___ Source data ___

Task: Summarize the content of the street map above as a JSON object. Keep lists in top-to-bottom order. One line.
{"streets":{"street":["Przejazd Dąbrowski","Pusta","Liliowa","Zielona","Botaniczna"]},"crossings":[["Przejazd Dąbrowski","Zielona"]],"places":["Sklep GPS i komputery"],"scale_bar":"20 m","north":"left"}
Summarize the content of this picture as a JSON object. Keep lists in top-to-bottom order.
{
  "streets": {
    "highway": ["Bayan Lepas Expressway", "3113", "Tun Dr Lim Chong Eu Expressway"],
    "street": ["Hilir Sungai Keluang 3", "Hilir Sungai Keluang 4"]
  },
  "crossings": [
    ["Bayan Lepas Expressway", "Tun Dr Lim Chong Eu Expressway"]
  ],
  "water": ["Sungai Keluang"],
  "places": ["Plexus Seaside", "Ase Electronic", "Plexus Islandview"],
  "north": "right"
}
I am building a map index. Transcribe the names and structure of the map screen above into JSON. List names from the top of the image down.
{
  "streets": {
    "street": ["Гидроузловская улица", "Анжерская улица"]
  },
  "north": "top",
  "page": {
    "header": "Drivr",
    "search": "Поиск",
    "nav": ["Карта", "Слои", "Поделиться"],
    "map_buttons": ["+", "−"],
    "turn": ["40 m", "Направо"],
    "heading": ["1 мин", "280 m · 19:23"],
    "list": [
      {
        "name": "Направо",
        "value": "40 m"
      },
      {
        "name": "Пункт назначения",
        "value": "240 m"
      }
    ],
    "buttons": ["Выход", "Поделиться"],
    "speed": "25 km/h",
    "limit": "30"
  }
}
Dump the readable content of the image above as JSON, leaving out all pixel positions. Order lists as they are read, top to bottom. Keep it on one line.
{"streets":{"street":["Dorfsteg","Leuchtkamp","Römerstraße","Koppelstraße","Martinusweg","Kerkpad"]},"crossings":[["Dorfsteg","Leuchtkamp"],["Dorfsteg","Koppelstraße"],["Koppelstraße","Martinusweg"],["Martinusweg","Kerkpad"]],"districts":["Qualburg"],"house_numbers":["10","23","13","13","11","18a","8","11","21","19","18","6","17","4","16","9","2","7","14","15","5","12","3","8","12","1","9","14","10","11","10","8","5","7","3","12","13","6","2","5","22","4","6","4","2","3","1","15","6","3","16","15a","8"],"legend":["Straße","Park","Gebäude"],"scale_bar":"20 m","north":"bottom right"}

___

• Exercise: Starting with the line that contains "Dump the readable", output every line through the end of the listing above, unchanged.

• Your response:
Dump the readable content of the image above as JSON, leaving out all pixel positions. Order lists as they are read, top to bottom. Keep it on one line.
{"streets":{"street":["Dorfsteg","Leuchtkamp","Römerstraße","Koppelstraße","Martinusweg","Kerkpad"]},"crossings":[["Dorfsteg","Leuchtkamp"],["Dorfsteg","Koppelstraße"],["Koppelstraße","Martinusweg"],["Martinusweg","Kerkpad"]],"districts":["Qualburg"],"house_numbers":["10","23","13","13","11","18a","8","11","21","19","18","6","17","4","16","9","2","7","14","15","5","12","3","8","12","1","9","14","10","11","10","8","5","7","3","12","13","6","2","5","22","4","6","4","2","3","1","15","6","3","16","15a","8"],"legend":["Straße","Park","Gebäude"],"scale_bar":"20 m","north":"bottom right"}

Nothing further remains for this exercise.